BigQuery

To use the BigQuery client, you will need a Google Cloud Platform account. Use the BigQuery sandbox to try the service for free.

BigQuery Quickstart

Install dependencies for Ibis’s BigQuery dialect:

pip install ibis-framework[bigquery]

Create a client by passing in the project id and dataset id you wish to operate with:

>>> con = ibis.bigquery.connect(project_id='ibis-gbq', dataset_id='testing')

By default ibis assumes that the BigQuery project that’s billed for queries is also the project where the data lives.
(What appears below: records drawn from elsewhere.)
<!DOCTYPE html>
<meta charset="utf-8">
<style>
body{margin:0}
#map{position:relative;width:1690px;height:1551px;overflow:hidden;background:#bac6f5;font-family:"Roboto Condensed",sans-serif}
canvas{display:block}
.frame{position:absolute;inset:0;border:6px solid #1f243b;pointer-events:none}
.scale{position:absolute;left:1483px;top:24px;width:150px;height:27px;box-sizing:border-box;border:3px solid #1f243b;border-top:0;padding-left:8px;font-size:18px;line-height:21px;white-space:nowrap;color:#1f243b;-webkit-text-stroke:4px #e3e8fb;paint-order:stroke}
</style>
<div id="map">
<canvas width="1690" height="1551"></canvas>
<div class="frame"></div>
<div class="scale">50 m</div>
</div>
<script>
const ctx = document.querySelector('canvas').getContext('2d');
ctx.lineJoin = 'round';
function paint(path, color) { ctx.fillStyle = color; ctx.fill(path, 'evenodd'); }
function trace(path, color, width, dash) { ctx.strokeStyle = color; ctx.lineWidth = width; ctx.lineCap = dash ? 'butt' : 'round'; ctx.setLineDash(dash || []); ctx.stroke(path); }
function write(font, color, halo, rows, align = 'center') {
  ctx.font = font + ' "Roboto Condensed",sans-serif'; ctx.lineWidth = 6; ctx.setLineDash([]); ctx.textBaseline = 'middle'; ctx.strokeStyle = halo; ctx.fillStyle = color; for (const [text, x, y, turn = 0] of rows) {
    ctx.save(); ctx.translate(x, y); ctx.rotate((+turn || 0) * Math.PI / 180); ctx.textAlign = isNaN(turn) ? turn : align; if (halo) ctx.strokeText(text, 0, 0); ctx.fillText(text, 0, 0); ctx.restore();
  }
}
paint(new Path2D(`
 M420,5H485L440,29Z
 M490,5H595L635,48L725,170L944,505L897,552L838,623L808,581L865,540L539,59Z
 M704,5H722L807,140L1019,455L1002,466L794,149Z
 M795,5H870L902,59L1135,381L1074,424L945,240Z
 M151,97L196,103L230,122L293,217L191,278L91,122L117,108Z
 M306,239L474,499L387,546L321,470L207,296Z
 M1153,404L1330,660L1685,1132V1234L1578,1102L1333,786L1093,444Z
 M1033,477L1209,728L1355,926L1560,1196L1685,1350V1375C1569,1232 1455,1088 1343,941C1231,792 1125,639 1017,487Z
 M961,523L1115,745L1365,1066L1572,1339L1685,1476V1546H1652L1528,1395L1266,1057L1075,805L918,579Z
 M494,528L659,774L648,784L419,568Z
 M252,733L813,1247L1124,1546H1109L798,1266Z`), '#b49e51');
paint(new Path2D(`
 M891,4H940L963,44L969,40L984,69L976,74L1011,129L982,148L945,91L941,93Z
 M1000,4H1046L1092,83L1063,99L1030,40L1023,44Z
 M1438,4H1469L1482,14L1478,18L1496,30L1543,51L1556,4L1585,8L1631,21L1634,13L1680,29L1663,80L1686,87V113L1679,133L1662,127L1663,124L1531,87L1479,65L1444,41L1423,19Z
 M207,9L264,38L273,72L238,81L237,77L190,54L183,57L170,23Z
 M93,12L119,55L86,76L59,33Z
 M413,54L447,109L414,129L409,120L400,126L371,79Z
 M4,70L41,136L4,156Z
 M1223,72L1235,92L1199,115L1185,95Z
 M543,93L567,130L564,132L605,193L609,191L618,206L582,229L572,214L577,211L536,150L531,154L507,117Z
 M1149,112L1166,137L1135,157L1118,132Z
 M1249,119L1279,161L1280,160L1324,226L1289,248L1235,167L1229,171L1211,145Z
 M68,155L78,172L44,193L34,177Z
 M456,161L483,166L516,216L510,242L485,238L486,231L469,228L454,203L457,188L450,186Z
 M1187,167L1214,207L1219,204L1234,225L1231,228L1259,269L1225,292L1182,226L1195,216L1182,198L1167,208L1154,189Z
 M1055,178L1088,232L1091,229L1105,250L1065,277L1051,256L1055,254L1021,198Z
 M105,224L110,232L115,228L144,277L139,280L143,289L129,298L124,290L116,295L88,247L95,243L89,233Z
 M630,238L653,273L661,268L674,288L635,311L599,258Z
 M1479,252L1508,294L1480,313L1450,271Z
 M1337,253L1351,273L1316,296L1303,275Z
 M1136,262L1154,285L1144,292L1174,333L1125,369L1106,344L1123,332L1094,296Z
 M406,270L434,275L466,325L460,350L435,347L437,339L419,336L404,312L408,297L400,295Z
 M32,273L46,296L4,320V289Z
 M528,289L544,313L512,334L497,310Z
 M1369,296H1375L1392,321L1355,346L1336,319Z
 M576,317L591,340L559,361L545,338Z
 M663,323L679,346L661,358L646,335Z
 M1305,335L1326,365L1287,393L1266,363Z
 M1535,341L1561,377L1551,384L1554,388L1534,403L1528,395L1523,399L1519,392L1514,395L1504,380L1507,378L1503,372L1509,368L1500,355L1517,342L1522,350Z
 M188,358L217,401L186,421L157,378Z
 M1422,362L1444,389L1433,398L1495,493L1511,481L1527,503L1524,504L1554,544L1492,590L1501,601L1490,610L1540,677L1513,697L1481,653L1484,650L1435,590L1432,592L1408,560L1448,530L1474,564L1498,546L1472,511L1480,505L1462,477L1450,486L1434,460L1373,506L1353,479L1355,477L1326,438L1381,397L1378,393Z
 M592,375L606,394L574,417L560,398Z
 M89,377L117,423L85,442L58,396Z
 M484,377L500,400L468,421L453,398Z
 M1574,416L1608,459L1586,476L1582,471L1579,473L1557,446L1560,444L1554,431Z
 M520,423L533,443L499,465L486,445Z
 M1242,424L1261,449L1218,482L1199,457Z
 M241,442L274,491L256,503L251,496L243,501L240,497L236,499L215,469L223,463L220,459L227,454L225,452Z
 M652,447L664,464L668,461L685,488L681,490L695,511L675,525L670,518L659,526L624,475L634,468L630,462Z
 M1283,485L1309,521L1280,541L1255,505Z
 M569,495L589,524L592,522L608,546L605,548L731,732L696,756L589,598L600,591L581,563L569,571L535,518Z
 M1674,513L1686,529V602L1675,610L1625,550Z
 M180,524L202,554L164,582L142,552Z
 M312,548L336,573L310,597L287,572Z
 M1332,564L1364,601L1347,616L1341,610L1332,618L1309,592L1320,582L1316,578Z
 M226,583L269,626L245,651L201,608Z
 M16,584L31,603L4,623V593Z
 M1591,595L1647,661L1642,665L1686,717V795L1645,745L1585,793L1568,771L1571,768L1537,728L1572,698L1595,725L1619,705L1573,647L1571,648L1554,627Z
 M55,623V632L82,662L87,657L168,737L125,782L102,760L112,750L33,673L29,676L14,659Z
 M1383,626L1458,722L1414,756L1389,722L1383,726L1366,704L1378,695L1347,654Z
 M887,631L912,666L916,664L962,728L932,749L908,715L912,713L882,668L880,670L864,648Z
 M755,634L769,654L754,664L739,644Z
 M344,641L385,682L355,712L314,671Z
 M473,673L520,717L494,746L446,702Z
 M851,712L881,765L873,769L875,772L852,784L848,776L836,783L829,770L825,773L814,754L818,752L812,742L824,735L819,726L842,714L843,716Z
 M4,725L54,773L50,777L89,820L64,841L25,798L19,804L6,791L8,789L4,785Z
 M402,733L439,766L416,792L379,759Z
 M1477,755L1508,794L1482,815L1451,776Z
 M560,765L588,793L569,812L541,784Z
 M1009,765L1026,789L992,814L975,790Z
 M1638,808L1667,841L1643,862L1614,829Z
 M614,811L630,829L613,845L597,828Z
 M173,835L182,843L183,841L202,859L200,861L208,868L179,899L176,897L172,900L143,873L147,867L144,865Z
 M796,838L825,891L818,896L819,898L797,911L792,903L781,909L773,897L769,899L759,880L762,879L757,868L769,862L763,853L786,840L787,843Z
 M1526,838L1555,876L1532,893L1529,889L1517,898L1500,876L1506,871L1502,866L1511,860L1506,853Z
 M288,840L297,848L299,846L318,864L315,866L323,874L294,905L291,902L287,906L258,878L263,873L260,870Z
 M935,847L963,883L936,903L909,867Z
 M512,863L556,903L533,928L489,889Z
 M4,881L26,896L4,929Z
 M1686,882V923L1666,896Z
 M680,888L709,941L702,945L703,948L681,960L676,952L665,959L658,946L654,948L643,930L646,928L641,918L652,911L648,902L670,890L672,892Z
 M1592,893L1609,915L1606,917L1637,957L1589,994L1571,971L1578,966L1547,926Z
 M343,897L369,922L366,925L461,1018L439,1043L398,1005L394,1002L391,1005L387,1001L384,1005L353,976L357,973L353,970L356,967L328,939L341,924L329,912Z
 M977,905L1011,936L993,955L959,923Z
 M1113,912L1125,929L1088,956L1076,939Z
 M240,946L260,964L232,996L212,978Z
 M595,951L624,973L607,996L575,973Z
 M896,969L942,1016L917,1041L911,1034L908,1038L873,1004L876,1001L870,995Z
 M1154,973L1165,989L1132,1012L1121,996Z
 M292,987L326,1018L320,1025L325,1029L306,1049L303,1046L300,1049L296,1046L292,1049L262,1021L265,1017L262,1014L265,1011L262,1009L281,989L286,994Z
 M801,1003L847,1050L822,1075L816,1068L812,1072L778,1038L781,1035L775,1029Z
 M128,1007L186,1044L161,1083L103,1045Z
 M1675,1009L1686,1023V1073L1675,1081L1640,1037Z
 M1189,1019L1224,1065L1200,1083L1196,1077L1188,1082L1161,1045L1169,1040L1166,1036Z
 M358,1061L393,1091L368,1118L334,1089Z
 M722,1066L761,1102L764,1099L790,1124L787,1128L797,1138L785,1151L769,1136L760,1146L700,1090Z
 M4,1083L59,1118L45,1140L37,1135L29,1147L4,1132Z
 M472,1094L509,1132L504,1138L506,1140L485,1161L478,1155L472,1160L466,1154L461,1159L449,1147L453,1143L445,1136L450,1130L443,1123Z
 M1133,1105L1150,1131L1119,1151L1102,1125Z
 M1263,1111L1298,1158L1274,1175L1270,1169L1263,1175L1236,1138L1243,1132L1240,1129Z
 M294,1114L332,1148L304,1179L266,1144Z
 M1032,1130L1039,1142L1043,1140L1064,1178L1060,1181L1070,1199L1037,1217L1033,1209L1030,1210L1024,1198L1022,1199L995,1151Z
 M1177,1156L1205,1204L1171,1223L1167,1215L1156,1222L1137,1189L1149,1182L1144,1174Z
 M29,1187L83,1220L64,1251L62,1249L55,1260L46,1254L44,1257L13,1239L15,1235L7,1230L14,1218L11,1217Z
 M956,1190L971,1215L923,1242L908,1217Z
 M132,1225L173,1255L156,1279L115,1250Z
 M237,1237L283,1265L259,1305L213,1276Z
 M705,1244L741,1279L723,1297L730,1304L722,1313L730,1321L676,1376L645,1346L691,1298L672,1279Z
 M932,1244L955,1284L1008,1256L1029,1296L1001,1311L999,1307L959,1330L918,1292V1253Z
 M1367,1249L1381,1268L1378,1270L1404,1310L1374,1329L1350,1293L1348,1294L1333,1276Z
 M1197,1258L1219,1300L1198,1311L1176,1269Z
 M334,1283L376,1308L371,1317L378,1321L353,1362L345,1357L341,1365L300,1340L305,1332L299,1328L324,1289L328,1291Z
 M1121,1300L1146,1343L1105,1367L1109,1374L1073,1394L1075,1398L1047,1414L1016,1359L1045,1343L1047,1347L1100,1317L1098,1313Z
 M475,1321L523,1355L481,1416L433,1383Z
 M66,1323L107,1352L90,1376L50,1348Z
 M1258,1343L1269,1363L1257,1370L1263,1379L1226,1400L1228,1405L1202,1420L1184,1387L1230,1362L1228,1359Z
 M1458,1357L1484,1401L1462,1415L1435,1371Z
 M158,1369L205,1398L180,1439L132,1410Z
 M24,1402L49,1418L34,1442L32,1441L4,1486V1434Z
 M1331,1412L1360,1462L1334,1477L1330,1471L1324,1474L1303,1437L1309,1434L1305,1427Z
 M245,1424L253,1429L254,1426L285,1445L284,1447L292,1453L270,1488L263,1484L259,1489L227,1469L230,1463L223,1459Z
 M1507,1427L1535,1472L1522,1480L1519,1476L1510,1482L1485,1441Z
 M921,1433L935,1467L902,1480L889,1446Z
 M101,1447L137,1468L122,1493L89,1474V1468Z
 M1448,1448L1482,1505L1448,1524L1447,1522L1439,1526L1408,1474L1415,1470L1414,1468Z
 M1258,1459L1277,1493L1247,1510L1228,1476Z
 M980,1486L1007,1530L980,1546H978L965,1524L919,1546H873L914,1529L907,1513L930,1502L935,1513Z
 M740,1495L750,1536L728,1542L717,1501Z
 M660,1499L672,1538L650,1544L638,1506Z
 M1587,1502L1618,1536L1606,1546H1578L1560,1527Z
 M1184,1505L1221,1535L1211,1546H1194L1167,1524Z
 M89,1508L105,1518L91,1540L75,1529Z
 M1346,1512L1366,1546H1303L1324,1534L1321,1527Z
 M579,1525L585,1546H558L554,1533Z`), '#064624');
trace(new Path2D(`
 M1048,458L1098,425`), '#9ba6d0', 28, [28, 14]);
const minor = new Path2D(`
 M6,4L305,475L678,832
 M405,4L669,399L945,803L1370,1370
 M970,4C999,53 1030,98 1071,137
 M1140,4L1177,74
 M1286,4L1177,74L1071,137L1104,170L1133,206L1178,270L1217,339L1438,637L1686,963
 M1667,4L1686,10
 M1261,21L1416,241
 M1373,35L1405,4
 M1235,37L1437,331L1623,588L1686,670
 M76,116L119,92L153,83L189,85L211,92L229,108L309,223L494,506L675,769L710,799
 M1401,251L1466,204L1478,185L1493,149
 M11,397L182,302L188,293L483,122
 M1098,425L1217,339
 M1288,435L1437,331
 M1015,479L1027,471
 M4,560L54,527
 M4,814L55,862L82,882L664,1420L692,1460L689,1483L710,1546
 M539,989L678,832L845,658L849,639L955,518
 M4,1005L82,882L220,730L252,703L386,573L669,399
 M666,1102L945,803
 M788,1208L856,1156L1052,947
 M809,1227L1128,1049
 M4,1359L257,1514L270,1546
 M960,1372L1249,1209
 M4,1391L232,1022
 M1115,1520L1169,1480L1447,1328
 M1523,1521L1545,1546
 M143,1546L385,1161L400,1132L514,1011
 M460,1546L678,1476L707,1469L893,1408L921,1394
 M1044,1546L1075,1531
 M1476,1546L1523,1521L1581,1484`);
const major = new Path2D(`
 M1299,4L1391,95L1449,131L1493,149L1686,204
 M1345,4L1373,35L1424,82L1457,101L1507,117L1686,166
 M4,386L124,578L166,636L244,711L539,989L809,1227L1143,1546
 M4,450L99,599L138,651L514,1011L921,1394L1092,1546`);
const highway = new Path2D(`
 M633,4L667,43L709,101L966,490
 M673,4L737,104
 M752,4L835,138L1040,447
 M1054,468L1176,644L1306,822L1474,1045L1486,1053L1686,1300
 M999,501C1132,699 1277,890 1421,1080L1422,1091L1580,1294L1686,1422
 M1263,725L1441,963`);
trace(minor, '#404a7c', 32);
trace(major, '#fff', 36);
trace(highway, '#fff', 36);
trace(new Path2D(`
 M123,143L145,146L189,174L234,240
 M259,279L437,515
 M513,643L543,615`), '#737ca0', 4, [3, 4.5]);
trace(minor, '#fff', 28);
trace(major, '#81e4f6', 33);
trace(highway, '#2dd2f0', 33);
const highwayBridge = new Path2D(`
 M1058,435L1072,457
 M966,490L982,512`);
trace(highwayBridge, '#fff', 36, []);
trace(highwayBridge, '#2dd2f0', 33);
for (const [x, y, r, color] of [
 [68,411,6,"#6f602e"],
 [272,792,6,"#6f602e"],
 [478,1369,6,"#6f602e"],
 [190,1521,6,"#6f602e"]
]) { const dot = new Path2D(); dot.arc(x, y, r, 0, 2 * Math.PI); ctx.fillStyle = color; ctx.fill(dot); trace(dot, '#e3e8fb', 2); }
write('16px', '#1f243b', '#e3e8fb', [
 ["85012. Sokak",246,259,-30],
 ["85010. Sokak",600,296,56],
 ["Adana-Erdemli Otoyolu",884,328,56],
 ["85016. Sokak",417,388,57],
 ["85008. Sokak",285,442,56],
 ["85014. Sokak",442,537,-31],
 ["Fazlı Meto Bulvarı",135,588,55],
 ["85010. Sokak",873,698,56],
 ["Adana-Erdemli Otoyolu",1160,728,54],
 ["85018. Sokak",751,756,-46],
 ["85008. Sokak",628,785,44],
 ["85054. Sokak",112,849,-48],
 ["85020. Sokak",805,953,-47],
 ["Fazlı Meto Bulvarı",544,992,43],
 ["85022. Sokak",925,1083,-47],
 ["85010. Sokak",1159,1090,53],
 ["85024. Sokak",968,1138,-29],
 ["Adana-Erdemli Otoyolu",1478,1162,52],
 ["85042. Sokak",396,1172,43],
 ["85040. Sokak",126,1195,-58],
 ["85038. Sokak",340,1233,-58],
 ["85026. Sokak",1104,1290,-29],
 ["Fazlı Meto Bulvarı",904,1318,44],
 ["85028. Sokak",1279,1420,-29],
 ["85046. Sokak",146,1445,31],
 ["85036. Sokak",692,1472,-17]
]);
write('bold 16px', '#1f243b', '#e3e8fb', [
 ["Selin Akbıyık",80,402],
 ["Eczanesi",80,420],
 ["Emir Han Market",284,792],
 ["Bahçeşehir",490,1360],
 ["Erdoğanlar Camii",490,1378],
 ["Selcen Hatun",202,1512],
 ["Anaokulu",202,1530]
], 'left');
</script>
However, it’s very easy to query data that does not live in the billing project.

Note

When you run queries against data from other projects the billing project will still be billed for any and all queries.
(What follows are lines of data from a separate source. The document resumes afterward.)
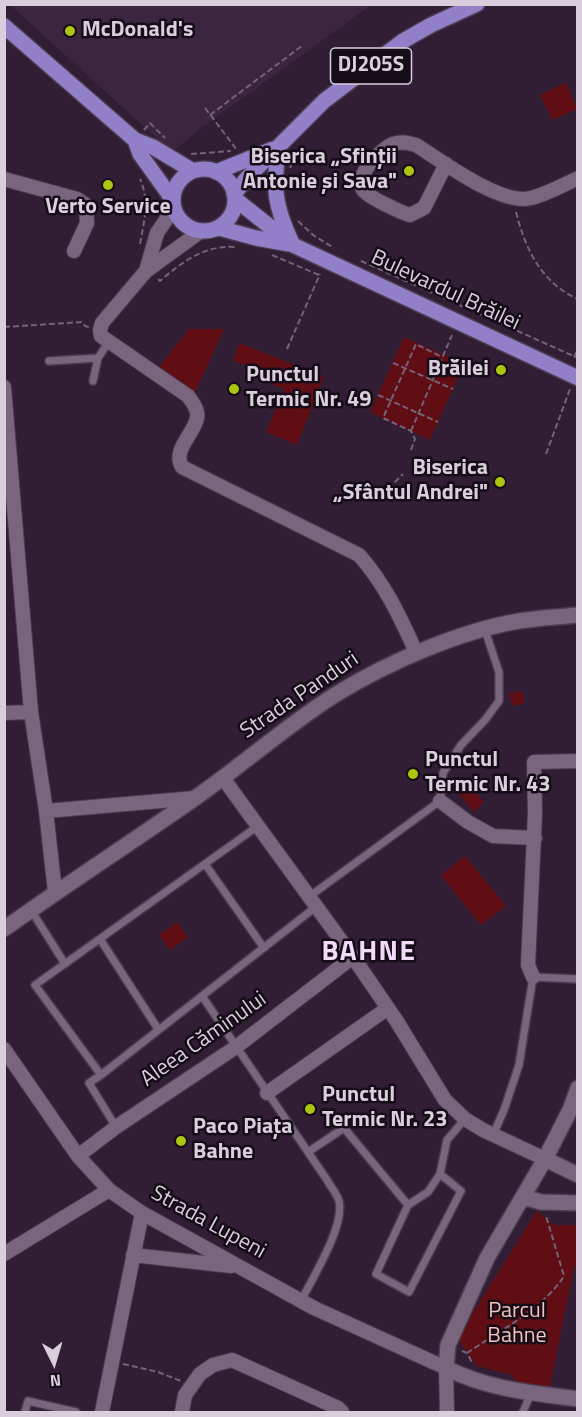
<!DOCTYPE html>
<meta charset="utf-8">
<style>
body{margin:0}
#map{position:relative;width:582px;height:1417px;overflow:hidden;background:#311e35;font-family:"Titillium Web",sans-serif}
canvas{display:block}
.frame{position:absolute;inset:0;border:6px solid #dacedd;pointer-events:none}
.north{position:absolute;left:24px;top:1333px;width:60px;height:60px;-webkit-text-stroke:4px #140c16;paint-order:stroke;rotate:175deg;font-size:16px;font-weight:700;line-height:24px;text-align:center;color:#dacedd}
.north::after{content:'';display:block;margin:auto;width:21px;height:27px;background:#dacedd;clip-path:polygon(50% 0,100% 100%,50% 72%,0 100%)}
</style>
<div id="map">
<canvas width="582" height="1417"></canvas>
<div class="frame"></div>
<div class="north">N</div>
</div>
<script>
const g = document.querySelector('canvas').getContext('2d');
g.lineJoin = 'round';
function paint(path, color) { g.fillStyle = color; g.fill(path, 'evenodd'); }
function strokePath(path, color, width, dash) { g.strokeStyle = color; g.lineWidth = width; g.lineCap = dash ? 'butt' : 'round'; g.setLineDash(dash || []); g.stroke(path); }
function label(font, color, halo, rows, align = 'center') {
  g.font = font + ' "Titillium Web",sans-serif'; g.lineWidth = 5; g.setLineDash([]); g.textBaseline = 'middle'; g.strokeStyle = halo; g.fillStyle = color; for (const [text, x, y, turn = 0] of rows) {
    g.save(); g.translate(x, y); g.rotate((+turn || 0) * Math.PI / 180); g.textAlign = isNaN(turn) ? turn : align; if (halo) g.strokeText(text, 0, 0); g.fillText(text, 0, 0); g.restore();
  }
}
paint(new Path2D(`
 M10,5H371L203,127L172,152Z`), '#3c2541');
paint(new Path2D(`
 M566,83L577,109L552,120L540,95Z
 M189,329H224L194,395L156,371Z
 M404,337L464,364L430,440L370,412Z
 M240,343L324,377L297,445L266,432L284,389L254,377L257,371L233,360Z
 M522,691L525,703L512,706L509,693Z
 M467,782L484,802L474,812L457,791Z
 M465,856L506,906L481,925L441,875Z
 M177,922L188,937L170,950L159,935Z
 M537,1211L554,1225H577V1263L574,1268L549,1391L516,1384L512,1375L477,1366L460,1342V1333Z`), '#600e14');
const service = new Path2D(`
 M49,361L98,358
 M93,381L98,358L108,343
 M205,864L264,948
 M310,896L440,801L443,773L461,745L485,720L499,701V672L485,630
 M31,910L65,964
 M100,939L158,1029
 M202,996L327,1180C331,1187 337,1194 339,1201C345,1226 313,1277 301,1301
 M101,1075L317,906
 M116,1127L89,1083L101,1075L35,985L258,826
 M493,1135L504,1110L519,1065L533,977L578,979
 M308,1152L344,1128L408,1205
 M440,1174L461,1191L409,1292L376,1274L408,1205L428,1192L440,1174L447,1140L465,1119
 M25,1412L28,1401L76,1412
 M523,1412L531,1393`);
const minor = new Path2D(`
 M446,164L424,208L410,215C400,212 370,198 364,191C352,177 381,149 393,144C401,141 408,143 416,145C442,161 501,206 531,198C547,194 563,185 578,178
 M4,179L77,199L86,205L87,223L74,251
 M201,231L146,271L102,323L100,330L101,336L188,396C192,402 199,410 197,418C194,434 172,450 182,467L359,555C385,584 400,617 416,652
 M146,271L157,233L174,208
 M4,387L31,712L46,811L55,892
 M4,713L31,712
 M223,778L353,957L396,1020L445,1100L465,1119L483,1130L545,1159
 M440,801L468,822L493,836L535,838
 M46,811L195,798
 M533,977L528,965L535,813L534,762L578,761
 M4,1049L78,1156L109,1190L142,1213L314,1308L446,1368L447,1412
 M267,1093L388,1008
 M78,1156L116,1127L236,1047L353,957
 M4,1254L109,1190
 M133,1255L231,1266
 M102,1412L142,1213
 M182,1412L185,1395L200,1374L213,1365L232,1360L338,1408L342,1412`);
const tertiary = new Path2D(`
 M4,929C67,884 132,842 195,798C244,764 288,724 338,693C389,662 460,631 519,621C538,618 558,617 578,615
 M578,1088L570,1110L545,1159L487,1258L448,1345L446,1368C487,1389 532,1393 578,1399
 M545,1159L578,1175
 M523,1197L541,1202L578,1203`);
const primary = new Path2D(`
 M4,26L135,140L153,147L193,171
 M135,140L140,154L173,200
 M279,148C272,187 275,207 292,243
 M173 200a31 31 0 1 1 62 0a31 31 0 1 1-62 0Z
 M216,172L273,149
 M234,194L247,178L324,101L403,41L431,25L477,4
 M235,199L293,245L578,378
 M219,228L256,238L289,244`);
strokePath(service, '#4a3b4e', 10);
strokePath(minor, '#4a3b4e', 16);
strokePath(tertiary, '#4a3b4e', 18);
strokePath(primary, '#4a3b4e', 18);
strokePath(new Path2D(`
 M205,108L237,150
 M210,115L303,45
 M144,130L150,123L165,138
 M191,154L231,151
 M290,168L294,159L291,155
 M516,212C525,248 541,283 578,299
 M298,221L313,235L334,248
 M140,244C144,221 150,201 140,179
 M272,255L319,275
 M361,261L578,358
 M158,279L160,281C182,262 204,245 235,247
 M4,327L82,322L85,326L89,327
 M287,349L320,274
 M574,357L578,349
 M393,363L453,389
 M378,395L438,422
 M411,431L452,335
 M411,450L415,439L411,431L383,418L416,344L442,357
 M546,454L570,389
 M382,495L403,474
 M462,1351L467,1353L473,1364
 M467,1353C498,1332 545,1307 564,1276L546,1216
 M123,1364L158,1372L181,1381`), '#736377', 2, [6, 3]);
strokePath(service, '#7a657f', 7);
strokePath(minor, '#7a657f', 14);
strokePath(tertiary, '#7a657f', 15);
strokePath(primary, '#9180c8', 15);
for (const [x, y, r, color] of [
 [70,31,6,"#adc60d"],
 [409,171,6,"#adc60d"],
 [108,185,6,"#adc60d"],
 [501,370,6,"#adc60d"],
 [234,389,6,"#adc60d"],
 [500,482,6,"#adc60d"],
 [413,774,6,"#adc60d"],
 [310,1109,6,"#adc60d"],
 [181,1141,6,"#adc60d"]
]) { const dot = new Path2D(); dot.arc(x, y, r, 0, 2 * Math.PI); g.fillStyle = color; g.fill(dot); strokePath(dot, '#140c16', 2); }
for (const [x, y, w] of [
 [371,66,81]
]) { const box = new Path2D(); box.roundRect(x - w / 2, y - 18, w, 36, 4.5); g.fillStyle = '#140c16'; g.fill(box); strokePath(box, '#dacedd', 1.5); }
label('bold 21px', '#dacedd', null, [
 ["DJ205S",371,66]
]);
label('bold 22px', '#dacedd', '#140c16', [
 ["McDonald's",82,31],
 ["Biserica „Sfinții",397,158,"right"],
 ["Antonie și Sava\"",397,183,"right"],
 ["Verto Service",108,208,"center"],
 ["Brăilei",489,370,"right"],
 ["Punctul",246,376],
 ["Termic Nr. 49",246,401],
 ["Biserica",488,469,"right"],
 ["„Sfântul Andrei\"",488,494,"right"],
 ["Punctul",425,761],
 ["Termic Nr. 43",425,786],
 ["Punctul",322,1096],
 ["Termic Nr. 23",322,1121],
 ["Paco Piața",193,1128],
 ["Bahne",193,1153]
], 'left');
label('22px', '#dacedd', '#140c16', [
 ["Bulevardul Brăilei",445,291,25],
 ["Strada Panduri",300,696,-34],
 ["Aleea Căminului",204,1040,-35],
 ["Strada Lupeni",208,1223,29]
]);
label('22px', '#f7c1bd', '#140c16', [
 ["Parcul",517,1312],
 ["Bahne",517,1337]
]);
g.letterSpacing = '1.5px';
label('bold 28px', '#f2daf8', '#140c16', [
 ["BAHNE",369,953]
]);
g.letterSpacing = '0px';
</script>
If you want to query data that lives in a different project than the billing project you can use the ibis.bigquery.client.BigQueryClient.database() method of ibis.bigquery.client.BigQueryClient objects:

>>> db = con.database('other-data-project.other-dataset')
>>> t = db.my_awesome_table
>>> t.sweet_column.sum().execute()  # runs against the billing project

API

The BigQuery client is accessible through the ibis.bigquery namespace. See BigQuery for a tutorial on using this backend.

Use the ibis.bigquery.connect function to create a BigQuery client. If no credentials are provided, the pydata_google_auth.default() function fetches default credentials.

connect([project_id, dataset_id, …])

Create a BigQueryClient for use with Ibis.

BigQueryClient.database([name])

Create a database object.

BigQueryClient.list_databases([like])

BigQueryClient.list_tables([like, database])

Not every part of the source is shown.